Benfica ve Karabük maçları ikili paket halinde değerlendirilmesi gereken müsabakalardı. Her iki maçta da başlangıç planlarını ve oyun içi hamlelerini birkaç tercih dışında yerinde buldum. Karabük maçının ilk yarım saatlik dilimi ile Benfica maçının son çeyrek zamanlık dilimi benzer sonuçlar verdi. Üçüncü bölgeye doğru direkt; pas metrajı yüksek toplar ve kenar oyuncuları ile oynayan, Ozzy ve Sosa'nın yokluğunda hücum pratiğinin dışında, atılan yüksek toplar sonrasında önde basıp, sekenleri toplamaya çalışan bi' Beşiktaş. Aynı zamanda bu anlayış özellikle Karabük maçının 30.dakikasından sonra git-gelli bir oyunun ana sebeplerinden biriydi.

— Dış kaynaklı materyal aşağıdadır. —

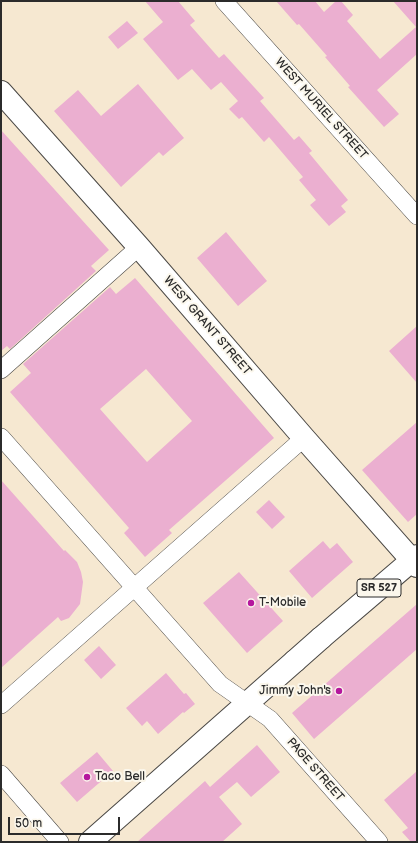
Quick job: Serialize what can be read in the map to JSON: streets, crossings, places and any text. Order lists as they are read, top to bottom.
{
  "streets": {
    "street": [
      "WEST MURIEL STREET",
      "WEST GRANT STREET",
      "SR 527",
      "PAGE STREET"
    ]
  },
  "crossings": [
    ["WEST GRANT STREET", "SR 527"],
    ["SR 527", "PAGE STREET"]
  ],
  "places": ["T-Mobile", "Jimmy John's", "Taco Bell"],
  "scale_bar": "50 m"
}
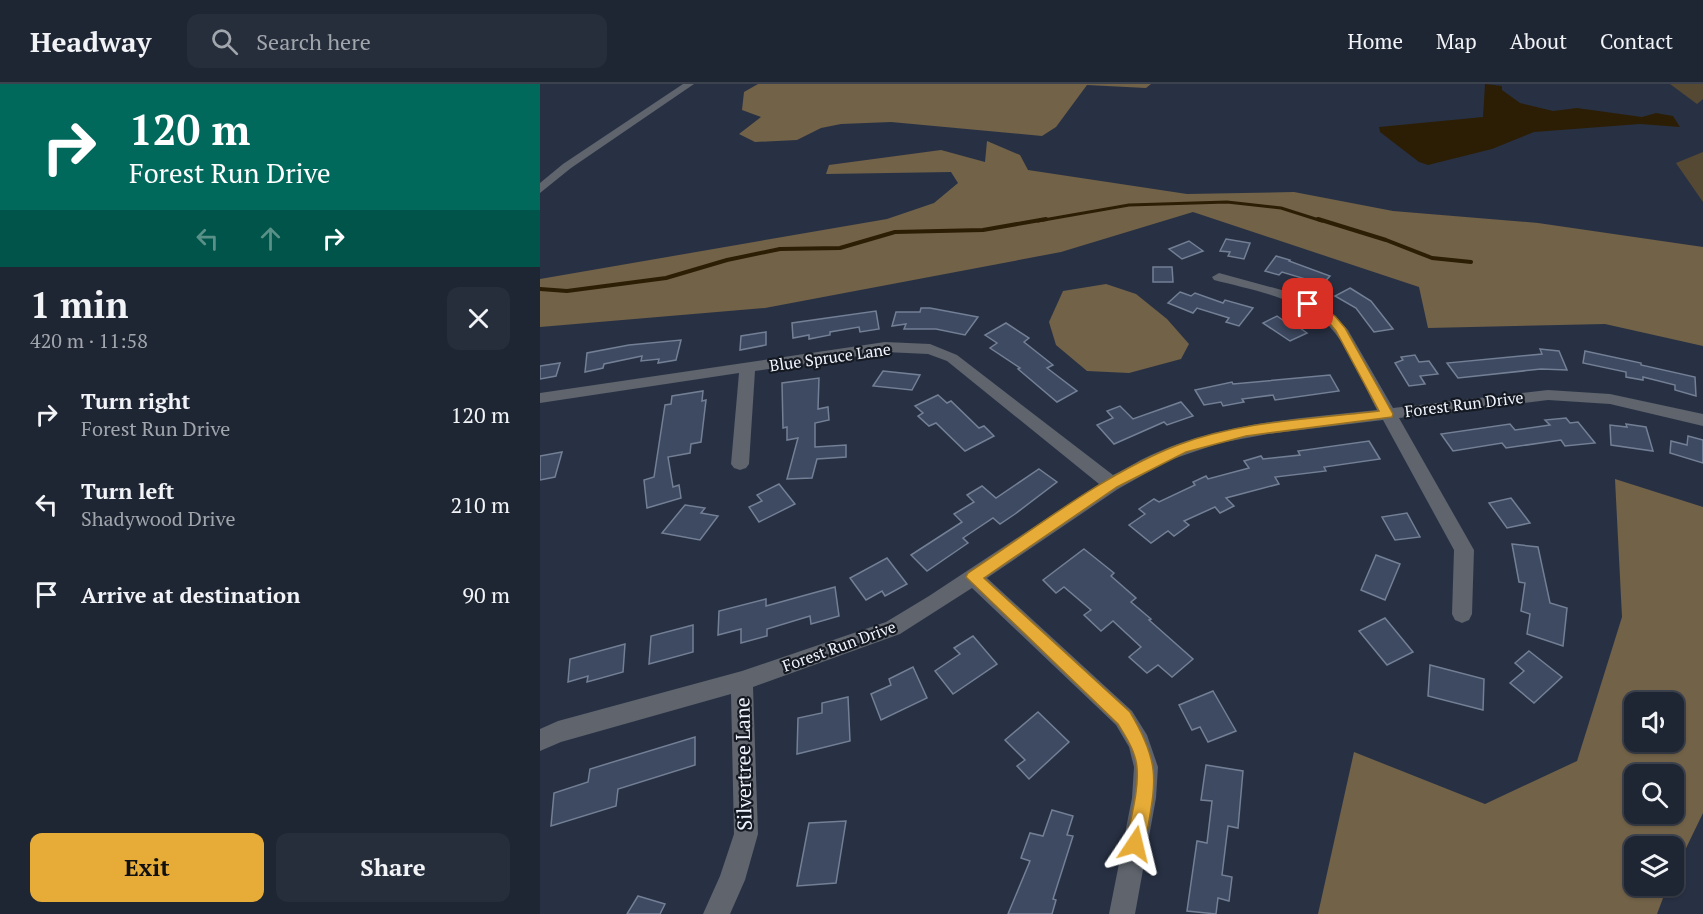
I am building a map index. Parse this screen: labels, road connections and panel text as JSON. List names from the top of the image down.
{
  "streets": {
    "street": ["Blue Spruce Lane", "Forest Run Drive", "Silvertree Lane"]
  },
  "crossings": [
    ["Blue Spruce Lane", "Forest Run Drive"],
    ["Forest Run Drive", "Silvertree Lane"]
  ],
  "page": {
    "header": "Headway",
    "search": "Search here",
    "nav": [
      "Home",
      "Map",
      "About",
      "Contact"
    ],
    "turn": ["120 m", "Forest Run Drive"],
    "heading": ["1 min", "420 m · 11:58"],
    "list": [
      {
        "name": "Turn right",
        "note": "Forest Run Drive",
        "value": "120 m"
      },
      {
        "name": "Turn left",
        "note": "Shadywood Drive",
        "value": "210 m"
      },
      {
        "name": "Arrive at destination",
        "value": "90 m"
      }
    ],
    "buttons": ["Exit", "Share"]
  }
}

Halen hazırlık dönemi geçiren ve birlikte oynama alışkanlığı pek de güçlü olamayan bir ekip için tatmin edici dakikalar oynadık. Fakat ortada özellikle rollerin yeterince net olmamasından doğan ve geçen sezondan kalan başta transformasyon problemini sürdüren bir takım var. Karabük maçında Ozzy'nin oyuna dahil olduğu ana kadar Talisca'nın topsuz oyundaki yetersizliği, Tolgay ve İnler'in alan paylaşımındaki problemleri ve saha içi rollerindeki sıkıntılar Ozzy'nin girişi ile geçen sezondan kalan kısa, seri paslaşmalar ile son buldu. Benfica maçında ise Karabük maçının başlangıç planında yer alan topsuz penetrasyonları, sızma koşuları ve hareketlilikleri ile savunmanın dengesini bozan Olcay ve Ömer'in olmaması artı olarak Caner-Adriano kanadı ile üçüncü bölgede aksiyon bölgelerini yeterince iyi kullanamayan bir Beşiktaş görmemize sebebiyet verdi.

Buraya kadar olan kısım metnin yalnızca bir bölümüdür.